On a day when winter seems determined to seal over our house in a re-emergence of the Ice Age, the mailbox yields something interesting besides the usual jumble of instant recycling.

My daughters collected the mail and left it on the kitchen counter. When I walk in from work, the girls tell me about their days. One daughter fries bacon, the other presses pecan halves in a geometric pattern in a pan of brownie batter.

I toss out the junk assortment of credit card inquiries, a bank’s repeated request to sell me life insurance. The state has kept us on their health insurance, and announces this in three different envelopes. Glossy Taproot magazine sends two copies of their recent issues with an essay of mine, utterly satisfying me. At the stack’s bottom is a fat envelope with court papers in my attempt to collect child support. Earlier that morning, I’d decided to walk away from that battle, but perhaps not. I toss the envelope on my desk.

The jumble of mail, I can’t help but note, reflects a tiny facet of our life, and I’m wondering what jammed up the neighboring mailboxes. The girls are full of energy about a walk they took that afternoon on the local trails. Well after five o’clock, daylight hasn’t given up yet, and that seems a kind of promise, despite the snow surrounding us in a mimicry of Shackleton’s ice. A better ritual than mail is dinner. One daughter lights the candles. The cat mews an inquiry for bacon scraps.
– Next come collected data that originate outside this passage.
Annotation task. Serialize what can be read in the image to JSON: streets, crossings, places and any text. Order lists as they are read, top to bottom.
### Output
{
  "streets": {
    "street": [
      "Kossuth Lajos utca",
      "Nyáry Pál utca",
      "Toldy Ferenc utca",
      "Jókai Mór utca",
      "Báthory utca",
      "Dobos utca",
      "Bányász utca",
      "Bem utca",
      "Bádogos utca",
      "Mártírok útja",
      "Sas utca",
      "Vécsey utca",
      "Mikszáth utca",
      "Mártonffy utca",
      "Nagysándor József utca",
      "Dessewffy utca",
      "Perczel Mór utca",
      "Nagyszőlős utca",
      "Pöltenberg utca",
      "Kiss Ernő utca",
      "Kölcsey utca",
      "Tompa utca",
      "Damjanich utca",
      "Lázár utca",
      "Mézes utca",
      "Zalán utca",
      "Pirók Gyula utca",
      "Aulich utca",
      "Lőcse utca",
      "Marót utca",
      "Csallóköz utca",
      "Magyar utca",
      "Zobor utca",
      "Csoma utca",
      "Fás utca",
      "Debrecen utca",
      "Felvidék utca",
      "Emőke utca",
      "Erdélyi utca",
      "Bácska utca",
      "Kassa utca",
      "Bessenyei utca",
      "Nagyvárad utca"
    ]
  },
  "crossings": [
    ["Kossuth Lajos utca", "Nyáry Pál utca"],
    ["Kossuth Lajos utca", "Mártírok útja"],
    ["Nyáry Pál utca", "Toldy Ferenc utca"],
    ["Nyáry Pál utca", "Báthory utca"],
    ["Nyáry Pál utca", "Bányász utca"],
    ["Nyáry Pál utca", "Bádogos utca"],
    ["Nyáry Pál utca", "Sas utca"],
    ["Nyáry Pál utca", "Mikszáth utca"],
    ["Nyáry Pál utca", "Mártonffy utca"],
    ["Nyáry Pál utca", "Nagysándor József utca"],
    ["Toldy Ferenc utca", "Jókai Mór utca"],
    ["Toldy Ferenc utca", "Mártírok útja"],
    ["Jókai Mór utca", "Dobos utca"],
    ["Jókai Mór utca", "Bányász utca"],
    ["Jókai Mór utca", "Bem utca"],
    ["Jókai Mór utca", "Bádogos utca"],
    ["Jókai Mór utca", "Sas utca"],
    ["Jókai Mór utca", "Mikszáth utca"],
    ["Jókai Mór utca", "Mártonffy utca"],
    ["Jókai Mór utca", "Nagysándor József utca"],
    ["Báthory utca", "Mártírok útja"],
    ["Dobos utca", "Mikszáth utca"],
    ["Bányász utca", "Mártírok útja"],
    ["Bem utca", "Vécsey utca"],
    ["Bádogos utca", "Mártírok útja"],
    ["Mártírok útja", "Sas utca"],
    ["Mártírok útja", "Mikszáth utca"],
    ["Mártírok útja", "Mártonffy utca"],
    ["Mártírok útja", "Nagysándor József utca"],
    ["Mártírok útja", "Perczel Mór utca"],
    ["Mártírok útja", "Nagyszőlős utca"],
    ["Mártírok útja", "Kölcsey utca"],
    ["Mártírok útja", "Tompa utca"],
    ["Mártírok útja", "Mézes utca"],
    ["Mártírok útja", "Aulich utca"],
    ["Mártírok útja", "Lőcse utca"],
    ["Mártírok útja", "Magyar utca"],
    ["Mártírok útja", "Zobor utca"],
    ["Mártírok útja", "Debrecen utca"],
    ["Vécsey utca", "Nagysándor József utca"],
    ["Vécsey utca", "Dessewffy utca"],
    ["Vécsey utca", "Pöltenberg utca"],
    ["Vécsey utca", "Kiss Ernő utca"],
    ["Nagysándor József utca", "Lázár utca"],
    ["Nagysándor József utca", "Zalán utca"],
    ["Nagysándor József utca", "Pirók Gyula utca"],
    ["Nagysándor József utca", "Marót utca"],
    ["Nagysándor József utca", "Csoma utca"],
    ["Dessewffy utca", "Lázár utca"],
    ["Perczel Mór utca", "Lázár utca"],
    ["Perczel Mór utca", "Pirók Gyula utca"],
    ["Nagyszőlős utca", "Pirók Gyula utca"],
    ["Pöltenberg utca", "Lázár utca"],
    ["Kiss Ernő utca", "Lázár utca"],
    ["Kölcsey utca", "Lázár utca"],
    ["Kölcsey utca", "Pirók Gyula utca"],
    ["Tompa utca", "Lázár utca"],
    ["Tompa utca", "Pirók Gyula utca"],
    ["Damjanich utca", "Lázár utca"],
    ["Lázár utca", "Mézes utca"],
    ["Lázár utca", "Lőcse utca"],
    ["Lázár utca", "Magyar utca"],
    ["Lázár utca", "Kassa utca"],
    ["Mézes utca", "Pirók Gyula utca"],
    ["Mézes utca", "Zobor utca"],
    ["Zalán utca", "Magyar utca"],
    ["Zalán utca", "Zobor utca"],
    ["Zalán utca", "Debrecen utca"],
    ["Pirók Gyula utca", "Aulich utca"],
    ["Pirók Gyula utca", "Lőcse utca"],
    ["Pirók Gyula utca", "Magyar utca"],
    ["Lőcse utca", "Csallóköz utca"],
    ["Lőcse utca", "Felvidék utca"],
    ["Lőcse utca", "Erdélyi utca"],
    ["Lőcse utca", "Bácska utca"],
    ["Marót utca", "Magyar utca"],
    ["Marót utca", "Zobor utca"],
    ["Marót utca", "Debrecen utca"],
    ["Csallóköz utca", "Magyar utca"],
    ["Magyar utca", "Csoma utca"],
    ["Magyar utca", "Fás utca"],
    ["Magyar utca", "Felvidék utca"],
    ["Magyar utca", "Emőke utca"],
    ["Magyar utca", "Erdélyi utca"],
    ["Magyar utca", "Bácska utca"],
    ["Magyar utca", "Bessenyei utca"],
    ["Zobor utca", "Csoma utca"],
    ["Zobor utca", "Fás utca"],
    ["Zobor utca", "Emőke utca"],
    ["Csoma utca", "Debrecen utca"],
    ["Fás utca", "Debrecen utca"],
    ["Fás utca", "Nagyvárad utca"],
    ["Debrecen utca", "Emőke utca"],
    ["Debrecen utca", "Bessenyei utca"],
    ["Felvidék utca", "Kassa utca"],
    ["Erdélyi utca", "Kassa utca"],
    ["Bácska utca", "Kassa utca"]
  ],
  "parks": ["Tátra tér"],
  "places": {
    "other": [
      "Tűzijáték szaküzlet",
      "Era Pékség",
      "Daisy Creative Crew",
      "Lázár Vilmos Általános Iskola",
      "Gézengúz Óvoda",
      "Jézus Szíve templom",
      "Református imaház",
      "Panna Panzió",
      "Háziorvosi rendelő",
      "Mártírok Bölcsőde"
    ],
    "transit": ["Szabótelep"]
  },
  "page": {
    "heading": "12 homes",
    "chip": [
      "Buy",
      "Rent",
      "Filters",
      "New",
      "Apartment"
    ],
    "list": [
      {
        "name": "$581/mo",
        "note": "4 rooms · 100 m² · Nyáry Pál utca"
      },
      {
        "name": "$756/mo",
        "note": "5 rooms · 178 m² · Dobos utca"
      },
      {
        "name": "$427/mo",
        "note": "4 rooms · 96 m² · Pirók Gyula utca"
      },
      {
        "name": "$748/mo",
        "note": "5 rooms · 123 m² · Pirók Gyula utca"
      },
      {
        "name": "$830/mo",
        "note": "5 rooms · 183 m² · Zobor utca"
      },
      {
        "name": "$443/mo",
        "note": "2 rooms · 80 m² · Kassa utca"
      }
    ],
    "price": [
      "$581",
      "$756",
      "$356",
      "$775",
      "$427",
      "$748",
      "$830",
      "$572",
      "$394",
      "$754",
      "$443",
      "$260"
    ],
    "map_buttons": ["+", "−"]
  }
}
Living with two teenagers through a prolonged winter, with heaps of snow and nearly endless cold has likely brought me to this same and extremely familiar place: what the heck, exactly, am I doing? This has been a philosophical winter, but, good lord, I’m ready for some barefoot weather. But enough. We’re warm and well, and did I mention a collection of essays about schizophrenia came in the mail, too…..?

All I see in hindsight is the chaos of history repeated, over and over, reenacted, reinterpreted, the world, its fucked-up heart palpitating underneath us, failing, messing up again and again as it winds its way around a sun. And in the middle of it all, tribes, families, people, all beautiful things falling apart, debris, dust, erasure.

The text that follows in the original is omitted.